> **Task requirements**: For each line of the data below that contains "linecap", return that line.

> **Records shown**:
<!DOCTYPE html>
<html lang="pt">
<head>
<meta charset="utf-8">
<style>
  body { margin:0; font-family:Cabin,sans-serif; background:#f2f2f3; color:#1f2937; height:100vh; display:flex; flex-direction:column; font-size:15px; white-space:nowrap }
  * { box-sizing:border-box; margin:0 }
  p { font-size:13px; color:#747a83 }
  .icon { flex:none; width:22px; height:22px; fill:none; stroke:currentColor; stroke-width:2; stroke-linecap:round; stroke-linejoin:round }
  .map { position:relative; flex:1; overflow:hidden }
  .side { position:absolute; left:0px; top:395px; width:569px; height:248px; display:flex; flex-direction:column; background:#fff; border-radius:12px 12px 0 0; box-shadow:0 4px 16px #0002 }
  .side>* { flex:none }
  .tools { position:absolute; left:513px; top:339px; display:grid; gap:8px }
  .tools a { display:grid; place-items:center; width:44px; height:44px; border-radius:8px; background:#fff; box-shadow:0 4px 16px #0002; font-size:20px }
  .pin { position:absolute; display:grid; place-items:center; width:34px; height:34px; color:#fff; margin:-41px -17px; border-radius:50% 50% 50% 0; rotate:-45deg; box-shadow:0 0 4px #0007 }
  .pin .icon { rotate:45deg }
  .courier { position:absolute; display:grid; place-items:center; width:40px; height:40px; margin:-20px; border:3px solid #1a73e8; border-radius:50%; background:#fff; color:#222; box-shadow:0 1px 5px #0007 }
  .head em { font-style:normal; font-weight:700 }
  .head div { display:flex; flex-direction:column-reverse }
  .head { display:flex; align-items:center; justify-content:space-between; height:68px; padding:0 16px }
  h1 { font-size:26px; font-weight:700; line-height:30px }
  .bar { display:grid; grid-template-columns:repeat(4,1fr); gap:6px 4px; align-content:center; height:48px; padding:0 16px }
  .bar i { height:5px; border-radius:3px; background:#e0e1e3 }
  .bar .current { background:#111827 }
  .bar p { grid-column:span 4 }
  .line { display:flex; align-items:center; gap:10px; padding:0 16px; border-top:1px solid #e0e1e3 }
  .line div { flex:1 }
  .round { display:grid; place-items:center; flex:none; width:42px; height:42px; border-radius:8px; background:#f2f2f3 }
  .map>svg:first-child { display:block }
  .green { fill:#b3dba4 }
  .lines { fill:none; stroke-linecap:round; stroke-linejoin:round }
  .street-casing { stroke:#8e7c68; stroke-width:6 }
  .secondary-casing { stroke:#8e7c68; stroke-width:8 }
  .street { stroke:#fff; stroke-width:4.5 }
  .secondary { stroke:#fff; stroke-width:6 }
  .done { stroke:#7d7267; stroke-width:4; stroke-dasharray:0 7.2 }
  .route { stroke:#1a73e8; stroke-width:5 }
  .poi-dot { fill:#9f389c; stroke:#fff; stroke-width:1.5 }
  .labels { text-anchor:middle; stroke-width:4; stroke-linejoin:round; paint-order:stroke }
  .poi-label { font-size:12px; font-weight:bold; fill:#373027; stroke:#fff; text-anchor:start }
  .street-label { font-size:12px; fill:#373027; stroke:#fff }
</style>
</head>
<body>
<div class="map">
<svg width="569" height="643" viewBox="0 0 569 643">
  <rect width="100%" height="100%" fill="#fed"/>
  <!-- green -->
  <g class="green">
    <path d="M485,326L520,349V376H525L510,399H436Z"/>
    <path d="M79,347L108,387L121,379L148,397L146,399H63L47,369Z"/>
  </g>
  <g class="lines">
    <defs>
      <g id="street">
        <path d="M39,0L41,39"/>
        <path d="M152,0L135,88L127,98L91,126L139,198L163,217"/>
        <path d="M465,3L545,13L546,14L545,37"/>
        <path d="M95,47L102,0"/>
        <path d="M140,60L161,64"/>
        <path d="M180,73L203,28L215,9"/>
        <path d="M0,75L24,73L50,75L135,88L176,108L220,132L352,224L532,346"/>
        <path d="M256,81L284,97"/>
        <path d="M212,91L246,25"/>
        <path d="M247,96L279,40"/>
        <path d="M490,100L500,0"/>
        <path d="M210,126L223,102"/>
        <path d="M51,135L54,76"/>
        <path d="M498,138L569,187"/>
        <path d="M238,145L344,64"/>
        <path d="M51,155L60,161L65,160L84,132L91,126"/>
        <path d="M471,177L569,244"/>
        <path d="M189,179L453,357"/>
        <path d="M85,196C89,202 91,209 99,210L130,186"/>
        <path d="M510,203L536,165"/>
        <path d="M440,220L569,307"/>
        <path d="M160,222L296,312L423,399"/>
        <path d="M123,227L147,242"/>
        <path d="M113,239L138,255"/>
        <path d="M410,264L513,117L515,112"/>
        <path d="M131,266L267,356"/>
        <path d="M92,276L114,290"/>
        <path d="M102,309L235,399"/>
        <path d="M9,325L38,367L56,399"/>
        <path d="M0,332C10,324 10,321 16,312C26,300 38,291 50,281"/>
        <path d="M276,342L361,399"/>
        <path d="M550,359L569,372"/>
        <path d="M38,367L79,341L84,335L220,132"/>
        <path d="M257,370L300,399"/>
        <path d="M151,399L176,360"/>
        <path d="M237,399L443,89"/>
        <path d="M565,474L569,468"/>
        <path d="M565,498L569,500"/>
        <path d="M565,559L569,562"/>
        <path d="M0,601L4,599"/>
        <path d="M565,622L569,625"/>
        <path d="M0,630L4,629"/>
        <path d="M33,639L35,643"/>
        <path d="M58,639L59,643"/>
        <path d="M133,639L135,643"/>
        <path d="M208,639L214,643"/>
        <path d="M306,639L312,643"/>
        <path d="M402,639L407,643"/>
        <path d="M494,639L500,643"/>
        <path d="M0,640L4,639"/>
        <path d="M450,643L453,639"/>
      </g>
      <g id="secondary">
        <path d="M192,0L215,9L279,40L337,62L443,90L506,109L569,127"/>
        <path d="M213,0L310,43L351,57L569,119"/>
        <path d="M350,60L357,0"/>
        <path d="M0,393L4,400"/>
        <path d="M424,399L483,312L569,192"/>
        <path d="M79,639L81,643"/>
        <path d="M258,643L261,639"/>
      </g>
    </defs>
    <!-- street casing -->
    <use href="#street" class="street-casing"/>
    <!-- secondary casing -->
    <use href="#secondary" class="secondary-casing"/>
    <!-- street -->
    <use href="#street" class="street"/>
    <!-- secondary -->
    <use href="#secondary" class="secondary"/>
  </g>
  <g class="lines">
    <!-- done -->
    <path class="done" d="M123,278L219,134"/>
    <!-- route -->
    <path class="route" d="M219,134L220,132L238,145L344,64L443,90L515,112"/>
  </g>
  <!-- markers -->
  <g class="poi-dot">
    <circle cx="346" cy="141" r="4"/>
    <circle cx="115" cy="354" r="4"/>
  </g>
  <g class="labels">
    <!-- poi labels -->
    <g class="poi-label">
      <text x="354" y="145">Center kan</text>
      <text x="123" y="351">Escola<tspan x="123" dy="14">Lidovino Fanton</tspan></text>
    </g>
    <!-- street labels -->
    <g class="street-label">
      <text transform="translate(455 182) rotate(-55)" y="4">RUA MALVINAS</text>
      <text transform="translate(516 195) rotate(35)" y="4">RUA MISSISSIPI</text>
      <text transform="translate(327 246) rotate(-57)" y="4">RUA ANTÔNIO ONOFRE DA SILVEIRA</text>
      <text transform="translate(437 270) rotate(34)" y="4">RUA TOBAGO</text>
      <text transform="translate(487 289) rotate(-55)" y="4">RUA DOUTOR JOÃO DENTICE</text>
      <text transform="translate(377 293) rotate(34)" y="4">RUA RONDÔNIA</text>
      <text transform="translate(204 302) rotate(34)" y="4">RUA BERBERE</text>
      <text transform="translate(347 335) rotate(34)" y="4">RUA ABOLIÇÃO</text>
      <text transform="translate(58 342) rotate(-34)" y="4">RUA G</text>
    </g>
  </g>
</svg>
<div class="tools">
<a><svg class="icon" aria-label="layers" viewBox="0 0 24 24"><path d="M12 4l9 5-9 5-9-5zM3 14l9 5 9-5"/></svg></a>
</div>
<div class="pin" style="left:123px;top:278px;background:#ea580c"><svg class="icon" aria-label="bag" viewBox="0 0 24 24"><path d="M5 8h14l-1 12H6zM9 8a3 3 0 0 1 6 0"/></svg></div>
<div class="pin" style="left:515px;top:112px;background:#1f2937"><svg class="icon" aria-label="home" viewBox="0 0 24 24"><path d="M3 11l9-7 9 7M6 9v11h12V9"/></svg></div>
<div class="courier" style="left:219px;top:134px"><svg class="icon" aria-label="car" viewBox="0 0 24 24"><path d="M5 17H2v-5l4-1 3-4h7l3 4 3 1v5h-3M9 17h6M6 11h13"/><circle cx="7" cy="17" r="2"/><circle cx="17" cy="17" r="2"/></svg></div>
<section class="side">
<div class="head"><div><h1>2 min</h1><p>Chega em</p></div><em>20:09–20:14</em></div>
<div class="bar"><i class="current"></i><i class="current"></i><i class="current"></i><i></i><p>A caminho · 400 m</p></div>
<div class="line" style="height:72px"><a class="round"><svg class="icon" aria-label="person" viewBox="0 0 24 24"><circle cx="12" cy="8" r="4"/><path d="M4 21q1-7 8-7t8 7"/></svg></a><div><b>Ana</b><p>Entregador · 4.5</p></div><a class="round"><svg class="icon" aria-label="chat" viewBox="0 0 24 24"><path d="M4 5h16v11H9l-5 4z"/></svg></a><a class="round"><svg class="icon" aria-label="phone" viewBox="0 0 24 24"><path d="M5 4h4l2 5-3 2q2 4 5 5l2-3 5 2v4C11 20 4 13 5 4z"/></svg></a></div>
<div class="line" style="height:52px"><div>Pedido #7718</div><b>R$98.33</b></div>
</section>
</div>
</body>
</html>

> **Expected answer**:
  .icon { flex:none; width:22px; height:22px; fill:none; stroke:currentColor; stroke-width:2; stroke-linecap:round; stroke-linejoin:round }
  .lines { fill:none; stroke-linecap:round; stroke-linejoin:round }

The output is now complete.